Those life-saving hands

Those life-saving hands

There is something arresting about doctors’ hands. Whenever I meet a doctor I am always drawn to look at his/her hands. They look so clean, so well-washed, nails so neatly trimmed. The best doctors wear the minimum of rings and things!

One of my childhood memories is the sight of our family doctor, Dr Vaidyanatha Iyer washing his hands after a visit. After examining the patient, the good doctor would come out of the room to find our servant standing by with a shining bell-metal ‘kindi,’ a vessel with a long spout, filled with water, soap and a clean towel. He would stand near the steps, soap his hands carefully and holding his hands out under the spout, wash them well. He did this after every visit, irrespective of whether the patient was suffering from something contagious, or not.

Dr K N Pillai, who looked after my parents-in-law, my husband and me and our children was a doctor of the old order. He was a gifted and witty raconteur who would make us laugh with his stories. He would also tell us about the many true stories of coming out successful after wrestling with difficult deliveries.

“There I would be, miles away from hospitals, operation rooms or modern equipment of any kind. All I would have were a couple of kerosene lamps, plenty of boiling water and these, my two hands. There was no question of taking the patient to the nearest hospital as it was miles away. I would send a quick and fervent prayer to the almighty and proceed. There were astonishingly few tragedies. These, my two trusted friends,” he would say, holding out his two gnarled hands “would probe, massage and pull... and the wonderful reward would be the lusty cry of the new-born. How I loved that moment. And the sound!”
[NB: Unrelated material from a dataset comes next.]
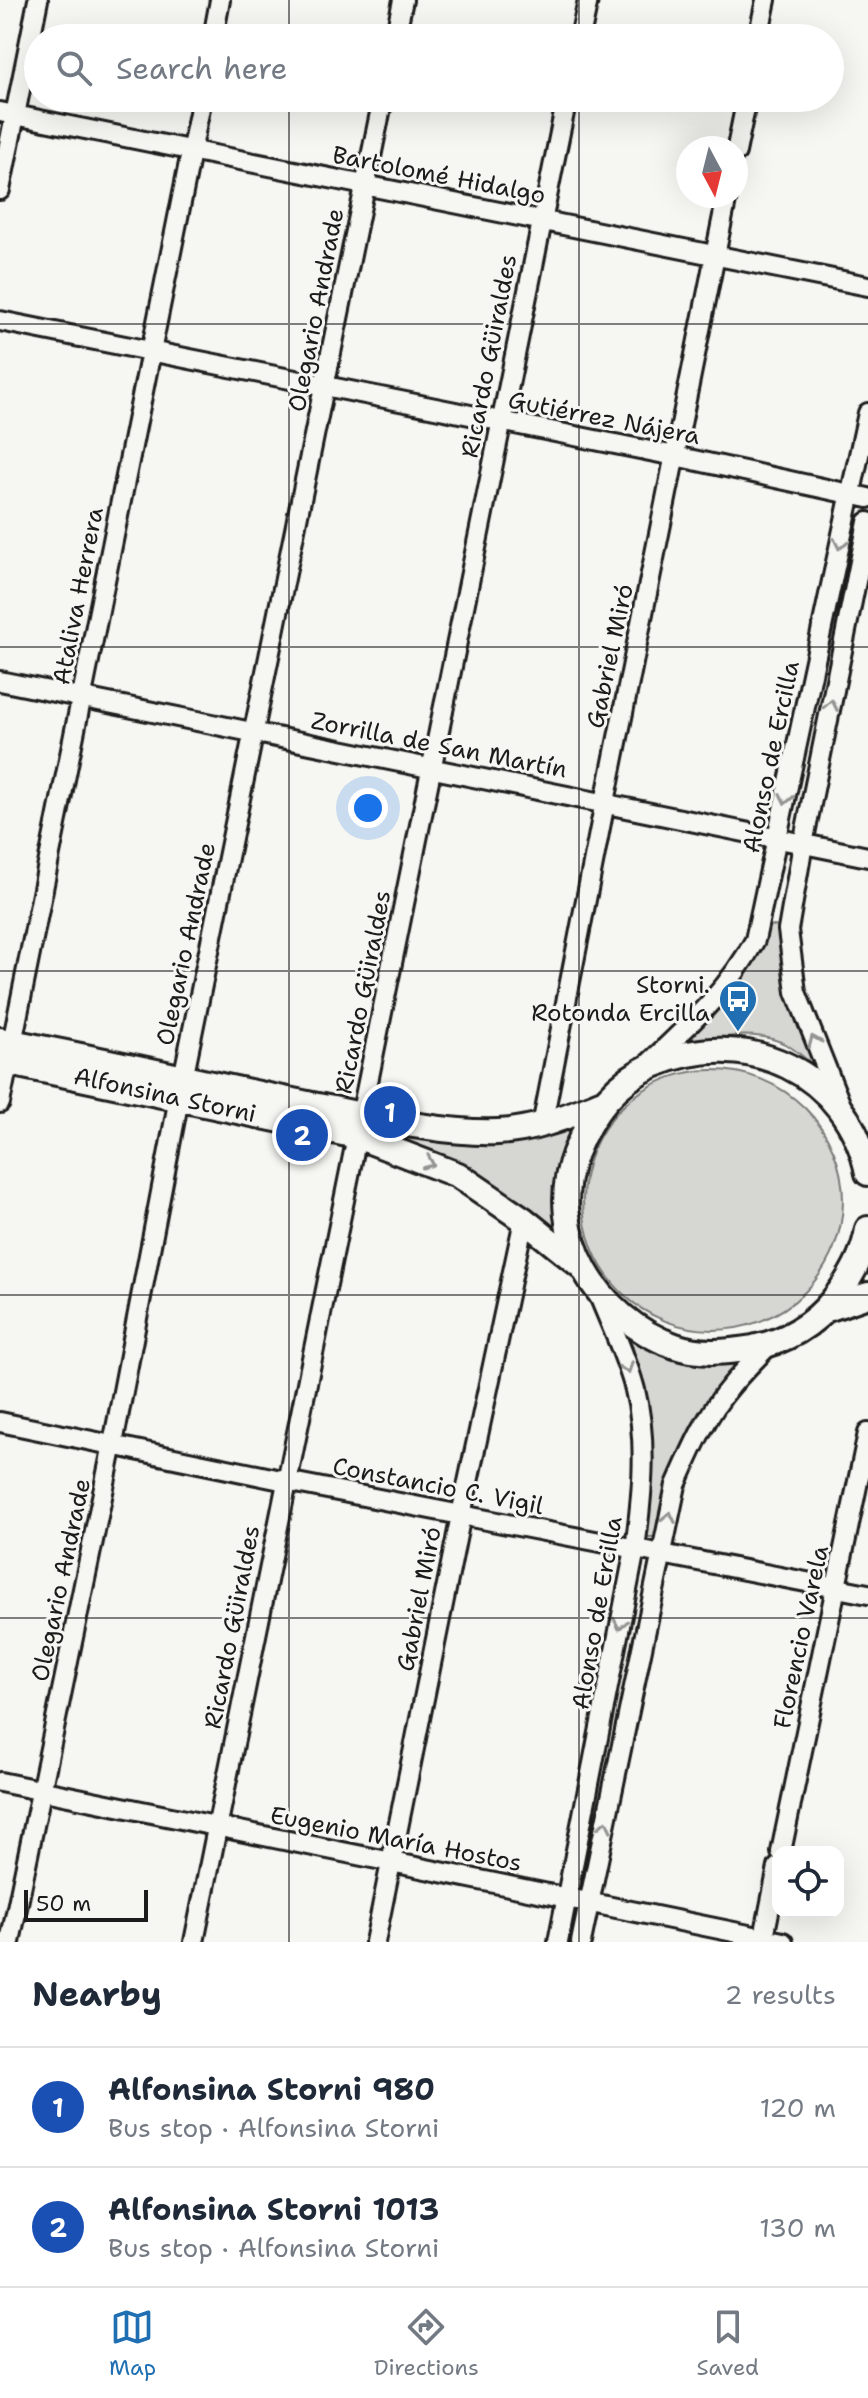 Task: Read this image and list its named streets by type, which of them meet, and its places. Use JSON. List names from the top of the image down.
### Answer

And always, the doctor would say, “There would be, hovering in the background the small figure of the local midwife, unlettered and totally ignorant of any modern medical knowledge but rich in experience and common sense. What marvellous head nurses they would have made, given a minimum of education. But even so they helped, just being there and bringing gallons boiling water.”

I wish I had asked our dear doctor to hold out his hands so that I could have taken a photo of those life-saving hands, by now gnarled and not used in the heady exploits of those early days, but still so gentle in taking the pulse of tiny wrists.